While in the hospital conversing with many, many hospital workers, I realized that many of them didn’t come from a Christian perspective to start with. In their associations with those who claim a Christian perspective, they hear little to nothing about Jesus being the only way to salvation. In our modern Post-Christian setting, the assumption even by those claiming Christianity as their religion, is that every “good” person is going to be just fine after they die. But what does the Bible say? Here are a couple of verses to consider.

John 14:6 
Jesus answered, “I am the way and the truth and the life. No one comes to the Father except through me.

Acts 4:12
Salvation is found in no one else, for there is no other name under heaven given to mankind by which we must be saved.”

Those verses are not hard to understand, are they? All roads don’t lead to heaven; all religions don’t lead to heaven. I appreciate every person who is trying hard to be good, and who are in comparison to many other humans, but from a spiritual perspective, none are good enough to be saved without the blood of Christ. Romans 3:10 says there is no one righteous in and of themselves, and two verses later it says that none are good. We may appear both good and righteous compared to other people, but when compared to Jesus whom we are to imitate, the picture is quite different. No wonder Romans 3:23 sums it up in these words: “for all have sinned and fall short of the glory of God.” Christ must be accepted on his terms as the Lord of our lives. He cannot be our Savior without also being our Lord (Master). Verses could be multiplied to demonstrate this truth. Luke 6:46 puts it this way: “Why do you call me, ‘Lord, Lord,’ and do not do what I say?”

Acts 17:22-31 makes the point quite clear that religions outside Christianity are not acceptable to God. Here is Paul’s conclusion as he spoke to the people of Athens who practiced idol religions of many kinds. “In the past God overlooked such ignorance, but now he commands all people everywhere to repent. 31 For he has set a day when he will judge the world with justice by the man he has appointed. He has given proof of this to everyone by raising him from the dead” (Acts 17:30-31). During the Mosaic period, non-Jews were not judged as strictly as after Christ came and established the New Covenant. But now Christ is the solution to the problem of sin and will be standard by which all will be judged.

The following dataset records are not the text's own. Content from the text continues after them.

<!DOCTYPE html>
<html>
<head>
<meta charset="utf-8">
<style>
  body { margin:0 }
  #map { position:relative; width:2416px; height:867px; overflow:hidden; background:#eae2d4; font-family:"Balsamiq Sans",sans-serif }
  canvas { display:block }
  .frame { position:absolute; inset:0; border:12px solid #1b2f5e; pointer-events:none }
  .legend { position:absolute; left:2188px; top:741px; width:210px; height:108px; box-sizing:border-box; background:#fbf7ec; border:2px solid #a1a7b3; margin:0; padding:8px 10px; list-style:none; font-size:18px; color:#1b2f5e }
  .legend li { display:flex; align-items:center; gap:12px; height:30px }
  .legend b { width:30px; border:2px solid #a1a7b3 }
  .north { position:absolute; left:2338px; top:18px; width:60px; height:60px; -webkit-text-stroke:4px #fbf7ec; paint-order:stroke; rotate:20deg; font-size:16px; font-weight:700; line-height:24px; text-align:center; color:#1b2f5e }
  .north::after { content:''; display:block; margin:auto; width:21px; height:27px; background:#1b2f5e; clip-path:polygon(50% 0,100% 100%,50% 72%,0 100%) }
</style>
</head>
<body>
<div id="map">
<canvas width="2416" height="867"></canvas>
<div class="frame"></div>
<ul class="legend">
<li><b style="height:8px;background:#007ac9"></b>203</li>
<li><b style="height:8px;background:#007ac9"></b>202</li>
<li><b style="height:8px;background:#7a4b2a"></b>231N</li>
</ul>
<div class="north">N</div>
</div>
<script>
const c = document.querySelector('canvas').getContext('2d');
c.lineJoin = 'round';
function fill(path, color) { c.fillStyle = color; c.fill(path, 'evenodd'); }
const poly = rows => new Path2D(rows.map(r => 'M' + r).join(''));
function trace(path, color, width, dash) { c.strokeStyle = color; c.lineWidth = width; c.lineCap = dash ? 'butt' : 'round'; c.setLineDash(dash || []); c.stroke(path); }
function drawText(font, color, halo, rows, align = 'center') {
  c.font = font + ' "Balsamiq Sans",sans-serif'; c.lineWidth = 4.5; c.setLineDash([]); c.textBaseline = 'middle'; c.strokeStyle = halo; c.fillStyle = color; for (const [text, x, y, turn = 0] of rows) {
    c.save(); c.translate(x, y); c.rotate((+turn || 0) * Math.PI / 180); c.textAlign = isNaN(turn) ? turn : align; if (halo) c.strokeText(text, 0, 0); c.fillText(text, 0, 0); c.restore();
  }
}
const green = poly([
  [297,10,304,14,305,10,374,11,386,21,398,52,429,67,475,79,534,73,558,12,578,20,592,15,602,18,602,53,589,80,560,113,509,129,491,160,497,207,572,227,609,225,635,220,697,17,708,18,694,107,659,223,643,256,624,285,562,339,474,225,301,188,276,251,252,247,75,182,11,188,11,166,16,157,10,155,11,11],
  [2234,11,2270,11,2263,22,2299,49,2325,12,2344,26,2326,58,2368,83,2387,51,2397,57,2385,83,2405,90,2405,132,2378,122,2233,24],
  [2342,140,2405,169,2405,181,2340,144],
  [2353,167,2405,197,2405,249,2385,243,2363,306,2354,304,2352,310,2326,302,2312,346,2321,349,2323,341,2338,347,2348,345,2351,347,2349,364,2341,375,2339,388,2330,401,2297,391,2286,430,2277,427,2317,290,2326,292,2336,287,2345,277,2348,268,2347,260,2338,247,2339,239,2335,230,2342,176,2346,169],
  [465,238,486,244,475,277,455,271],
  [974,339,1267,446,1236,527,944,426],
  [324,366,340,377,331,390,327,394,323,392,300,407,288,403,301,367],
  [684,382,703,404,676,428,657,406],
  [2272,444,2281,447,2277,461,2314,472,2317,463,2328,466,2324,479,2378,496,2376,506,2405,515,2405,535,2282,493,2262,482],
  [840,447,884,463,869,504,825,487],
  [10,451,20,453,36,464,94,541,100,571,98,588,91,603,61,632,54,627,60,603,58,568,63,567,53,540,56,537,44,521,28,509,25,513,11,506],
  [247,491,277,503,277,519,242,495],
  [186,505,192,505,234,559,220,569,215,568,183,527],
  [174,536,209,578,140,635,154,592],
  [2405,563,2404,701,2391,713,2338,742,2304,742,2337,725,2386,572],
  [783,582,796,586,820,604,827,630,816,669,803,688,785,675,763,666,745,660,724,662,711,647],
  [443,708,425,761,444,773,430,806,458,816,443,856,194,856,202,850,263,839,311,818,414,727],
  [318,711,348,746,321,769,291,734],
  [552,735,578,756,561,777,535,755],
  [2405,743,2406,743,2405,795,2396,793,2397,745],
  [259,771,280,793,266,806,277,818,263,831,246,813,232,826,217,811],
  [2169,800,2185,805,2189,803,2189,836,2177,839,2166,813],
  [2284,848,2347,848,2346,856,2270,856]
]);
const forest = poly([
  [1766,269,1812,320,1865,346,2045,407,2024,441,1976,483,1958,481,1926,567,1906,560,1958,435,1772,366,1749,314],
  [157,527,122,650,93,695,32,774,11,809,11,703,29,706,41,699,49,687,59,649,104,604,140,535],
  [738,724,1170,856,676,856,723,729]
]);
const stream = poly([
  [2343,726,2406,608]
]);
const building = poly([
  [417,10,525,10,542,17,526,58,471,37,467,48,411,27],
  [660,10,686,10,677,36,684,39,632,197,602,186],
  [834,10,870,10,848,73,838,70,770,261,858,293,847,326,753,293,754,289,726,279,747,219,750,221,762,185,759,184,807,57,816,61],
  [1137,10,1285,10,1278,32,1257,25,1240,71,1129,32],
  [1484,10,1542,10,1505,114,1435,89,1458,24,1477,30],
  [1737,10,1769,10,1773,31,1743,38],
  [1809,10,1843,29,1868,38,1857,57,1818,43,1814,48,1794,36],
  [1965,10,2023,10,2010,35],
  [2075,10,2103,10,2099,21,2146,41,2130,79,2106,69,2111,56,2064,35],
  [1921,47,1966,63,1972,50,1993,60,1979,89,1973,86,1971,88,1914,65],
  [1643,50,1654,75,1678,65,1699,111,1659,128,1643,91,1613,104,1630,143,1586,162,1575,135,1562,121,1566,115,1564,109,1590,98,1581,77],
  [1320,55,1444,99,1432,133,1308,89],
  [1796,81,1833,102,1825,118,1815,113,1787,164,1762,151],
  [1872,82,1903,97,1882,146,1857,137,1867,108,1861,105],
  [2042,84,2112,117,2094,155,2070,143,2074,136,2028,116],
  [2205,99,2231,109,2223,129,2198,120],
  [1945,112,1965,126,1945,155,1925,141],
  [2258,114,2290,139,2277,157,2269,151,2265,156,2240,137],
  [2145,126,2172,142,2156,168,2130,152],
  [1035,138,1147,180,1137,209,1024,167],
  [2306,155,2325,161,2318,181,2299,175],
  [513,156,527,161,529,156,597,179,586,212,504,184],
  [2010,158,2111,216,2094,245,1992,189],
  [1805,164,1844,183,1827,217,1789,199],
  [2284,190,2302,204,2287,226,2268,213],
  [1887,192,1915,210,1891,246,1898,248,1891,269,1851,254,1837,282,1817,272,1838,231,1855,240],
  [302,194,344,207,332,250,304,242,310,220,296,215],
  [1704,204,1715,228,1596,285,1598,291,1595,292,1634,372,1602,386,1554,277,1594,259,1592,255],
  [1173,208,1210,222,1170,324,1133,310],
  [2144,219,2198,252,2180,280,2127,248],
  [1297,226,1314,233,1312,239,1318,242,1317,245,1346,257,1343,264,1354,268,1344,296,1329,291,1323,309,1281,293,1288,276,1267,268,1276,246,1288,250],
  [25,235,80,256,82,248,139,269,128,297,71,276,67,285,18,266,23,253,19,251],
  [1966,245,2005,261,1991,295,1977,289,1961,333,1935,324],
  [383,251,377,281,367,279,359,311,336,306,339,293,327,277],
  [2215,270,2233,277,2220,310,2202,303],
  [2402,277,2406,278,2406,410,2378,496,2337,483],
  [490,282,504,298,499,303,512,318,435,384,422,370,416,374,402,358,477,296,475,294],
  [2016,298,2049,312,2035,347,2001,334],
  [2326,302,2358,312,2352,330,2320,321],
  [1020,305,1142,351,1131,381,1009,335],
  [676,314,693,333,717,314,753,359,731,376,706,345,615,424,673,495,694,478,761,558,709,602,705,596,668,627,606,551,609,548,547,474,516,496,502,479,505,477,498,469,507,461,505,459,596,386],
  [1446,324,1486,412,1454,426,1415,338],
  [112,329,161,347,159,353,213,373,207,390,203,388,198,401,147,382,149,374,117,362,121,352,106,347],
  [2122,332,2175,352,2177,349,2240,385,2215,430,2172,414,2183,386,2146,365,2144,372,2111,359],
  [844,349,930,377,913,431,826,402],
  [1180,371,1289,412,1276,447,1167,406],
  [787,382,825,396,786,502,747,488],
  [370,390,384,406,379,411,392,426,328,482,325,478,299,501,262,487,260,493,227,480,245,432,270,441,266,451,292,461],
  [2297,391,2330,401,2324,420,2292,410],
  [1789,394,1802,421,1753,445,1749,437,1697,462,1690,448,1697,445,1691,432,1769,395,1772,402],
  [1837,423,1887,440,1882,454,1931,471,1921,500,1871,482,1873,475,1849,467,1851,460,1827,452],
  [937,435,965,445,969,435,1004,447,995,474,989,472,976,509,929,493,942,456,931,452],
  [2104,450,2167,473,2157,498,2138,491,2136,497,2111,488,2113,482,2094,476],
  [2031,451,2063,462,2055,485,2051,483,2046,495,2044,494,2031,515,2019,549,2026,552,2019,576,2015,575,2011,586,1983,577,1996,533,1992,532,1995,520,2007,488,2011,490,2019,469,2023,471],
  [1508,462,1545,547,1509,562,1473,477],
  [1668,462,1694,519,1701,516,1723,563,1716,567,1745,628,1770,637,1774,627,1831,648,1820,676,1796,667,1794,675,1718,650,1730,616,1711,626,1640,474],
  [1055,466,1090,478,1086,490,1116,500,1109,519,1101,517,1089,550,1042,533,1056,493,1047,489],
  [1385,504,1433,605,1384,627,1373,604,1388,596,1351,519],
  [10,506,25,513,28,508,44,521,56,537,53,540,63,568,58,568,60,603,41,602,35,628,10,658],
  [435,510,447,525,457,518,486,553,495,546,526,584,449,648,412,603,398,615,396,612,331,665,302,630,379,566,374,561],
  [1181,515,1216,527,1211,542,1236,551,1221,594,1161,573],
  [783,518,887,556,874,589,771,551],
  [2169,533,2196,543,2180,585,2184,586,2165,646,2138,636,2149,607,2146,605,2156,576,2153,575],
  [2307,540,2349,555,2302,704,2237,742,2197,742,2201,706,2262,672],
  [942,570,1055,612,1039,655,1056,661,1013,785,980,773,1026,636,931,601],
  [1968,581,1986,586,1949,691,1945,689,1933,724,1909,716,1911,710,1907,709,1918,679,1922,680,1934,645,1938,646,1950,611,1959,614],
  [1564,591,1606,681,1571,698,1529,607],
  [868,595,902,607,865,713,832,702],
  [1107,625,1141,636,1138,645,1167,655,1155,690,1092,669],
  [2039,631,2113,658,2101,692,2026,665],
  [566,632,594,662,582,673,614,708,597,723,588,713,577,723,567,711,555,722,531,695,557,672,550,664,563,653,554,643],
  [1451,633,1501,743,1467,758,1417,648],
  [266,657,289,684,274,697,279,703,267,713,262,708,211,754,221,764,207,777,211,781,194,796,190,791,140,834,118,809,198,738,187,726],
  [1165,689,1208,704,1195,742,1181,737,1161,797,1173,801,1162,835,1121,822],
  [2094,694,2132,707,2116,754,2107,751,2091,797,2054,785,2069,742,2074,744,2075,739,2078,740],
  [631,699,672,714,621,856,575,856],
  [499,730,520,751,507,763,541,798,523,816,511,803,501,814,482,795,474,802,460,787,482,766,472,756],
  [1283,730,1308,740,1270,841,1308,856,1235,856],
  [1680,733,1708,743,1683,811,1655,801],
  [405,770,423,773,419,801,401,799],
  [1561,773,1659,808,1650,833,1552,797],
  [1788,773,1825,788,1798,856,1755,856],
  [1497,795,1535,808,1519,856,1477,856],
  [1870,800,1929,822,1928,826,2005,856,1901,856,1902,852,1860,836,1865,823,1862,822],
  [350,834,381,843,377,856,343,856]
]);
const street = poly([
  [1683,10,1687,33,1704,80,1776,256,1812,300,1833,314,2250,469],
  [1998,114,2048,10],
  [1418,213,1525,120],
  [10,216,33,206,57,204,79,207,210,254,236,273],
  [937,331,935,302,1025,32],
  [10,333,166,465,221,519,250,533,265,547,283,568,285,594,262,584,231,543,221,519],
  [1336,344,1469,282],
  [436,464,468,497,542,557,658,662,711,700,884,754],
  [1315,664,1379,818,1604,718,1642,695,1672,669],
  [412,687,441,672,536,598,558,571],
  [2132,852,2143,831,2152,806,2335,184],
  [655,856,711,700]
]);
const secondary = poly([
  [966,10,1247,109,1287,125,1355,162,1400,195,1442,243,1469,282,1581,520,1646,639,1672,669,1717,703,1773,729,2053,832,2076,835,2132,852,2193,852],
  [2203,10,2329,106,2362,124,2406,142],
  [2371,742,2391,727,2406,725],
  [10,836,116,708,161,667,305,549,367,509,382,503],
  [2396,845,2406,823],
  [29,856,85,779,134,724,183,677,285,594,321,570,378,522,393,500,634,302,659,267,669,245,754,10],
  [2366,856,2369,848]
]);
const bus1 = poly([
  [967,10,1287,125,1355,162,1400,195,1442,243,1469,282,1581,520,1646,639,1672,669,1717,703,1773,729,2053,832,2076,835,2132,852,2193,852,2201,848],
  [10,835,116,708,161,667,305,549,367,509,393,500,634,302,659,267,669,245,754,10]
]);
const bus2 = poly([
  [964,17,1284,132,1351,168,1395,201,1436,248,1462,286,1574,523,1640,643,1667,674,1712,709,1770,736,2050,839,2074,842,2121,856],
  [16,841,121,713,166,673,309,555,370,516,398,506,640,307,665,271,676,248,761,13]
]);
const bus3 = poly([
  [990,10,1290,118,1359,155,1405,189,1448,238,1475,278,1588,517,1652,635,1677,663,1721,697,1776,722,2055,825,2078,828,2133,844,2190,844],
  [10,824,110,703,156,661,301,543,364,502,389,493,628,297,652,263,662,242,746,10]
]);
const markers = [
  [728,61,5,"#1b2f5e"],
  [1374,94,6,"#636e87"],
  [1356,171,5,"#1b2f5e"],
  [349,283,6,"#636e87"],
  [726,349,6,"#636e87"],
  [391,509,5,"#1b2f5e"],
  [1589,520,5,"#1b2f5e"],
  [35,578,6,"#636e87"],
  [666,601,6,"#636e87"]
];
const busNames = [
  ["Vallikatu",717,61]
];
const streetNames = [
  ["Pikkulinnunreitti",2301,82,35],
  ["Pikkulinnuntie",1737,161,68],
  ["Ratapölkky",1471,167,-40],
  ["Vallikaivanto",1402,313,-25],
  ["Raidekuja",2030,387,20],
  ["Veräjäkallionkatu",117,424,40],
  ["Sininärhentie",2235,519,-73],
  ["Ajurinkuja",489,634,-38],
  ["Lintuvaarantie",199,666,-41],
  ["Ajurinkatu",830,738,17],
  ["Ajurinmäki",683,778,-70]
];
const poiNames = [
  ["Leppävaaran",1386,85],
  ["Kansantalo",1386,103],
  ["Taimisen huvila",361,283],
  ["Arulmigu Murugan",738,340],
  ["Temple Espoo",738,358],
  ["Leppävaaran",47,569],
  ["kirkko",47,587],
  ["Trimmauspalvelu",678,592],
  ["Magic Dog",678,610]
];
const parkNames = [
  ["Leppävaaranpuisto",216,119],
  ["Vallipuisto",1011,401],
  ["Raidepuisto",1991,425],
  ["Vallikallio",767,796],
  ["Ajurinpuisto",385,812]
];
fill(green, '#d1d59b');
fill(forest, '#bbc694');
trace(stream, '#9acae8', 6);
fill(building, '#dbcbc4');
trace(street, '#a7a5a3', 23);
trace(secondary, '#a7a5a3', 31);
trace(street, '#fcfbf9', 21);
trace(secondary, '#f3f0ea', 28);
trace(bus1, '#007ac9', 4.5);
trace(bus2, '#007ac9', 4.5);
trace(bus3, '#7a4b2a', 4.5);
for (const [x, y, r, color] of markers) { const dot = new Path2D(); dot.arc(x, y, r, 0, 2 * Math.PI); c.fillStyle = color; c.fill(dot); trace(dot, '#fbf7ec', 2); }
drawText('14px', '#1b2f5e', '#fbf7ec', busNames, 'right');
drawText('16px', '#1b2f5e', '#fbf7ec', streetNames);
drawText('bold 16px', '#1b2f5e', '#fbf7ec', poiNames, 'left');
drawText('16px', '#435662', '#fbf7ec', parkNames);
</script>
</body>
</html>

In the next segment, I am going to express my profound gratitude for the care I received from medical workers, most of whom are amazing servants. My appreciation for their service knows no bounds, but it doesn’t blind me to the realities of sin and righteousness and the basis of salvation. When Jesus encountered the Rich Young Ruler and called him to a standard he wasn’t willing to accept, it did not negate the love Jesus had for him. Mark 10:21 says that Jesus looked at him and loved him, but then he gave him the Lordship challenge which was rejected. I’m sure this hurt the heart of Jesus, but God’s standards for being saved cannot and will not be compromised by him. Will you compromise them? That’s the question I am asking here. I simply cannot and I pray that you won’t.

Thus, while I can commend a serious commitment to Jesus and the Bible, I cannot commend a watered-down version of Christianity nor an adherence to another religion besides that of Christ. The road is narrow that leads to salvation and I am always going to point people in every feasible way to seek that narrow road. Are you? If we truly believe the Bible, we don’t have any other option. Sharing our faith and pointing people to the Bible is the Christian’s only alternative. I want to have the heart and the life which reflects that truth. I want to imitate Paul’s heart when he spoke to King Agrippa. “Then Agrippa said to Paul, “Do you think that in such a short time you can persuade me to be a Christian?” 29 Paul replied, “Short time or long—I pray to God that not only you but all who are listening to me today may become what I am, except for these chains” (Acts 26:28-29). May God give us the convictions and the heart of Paul!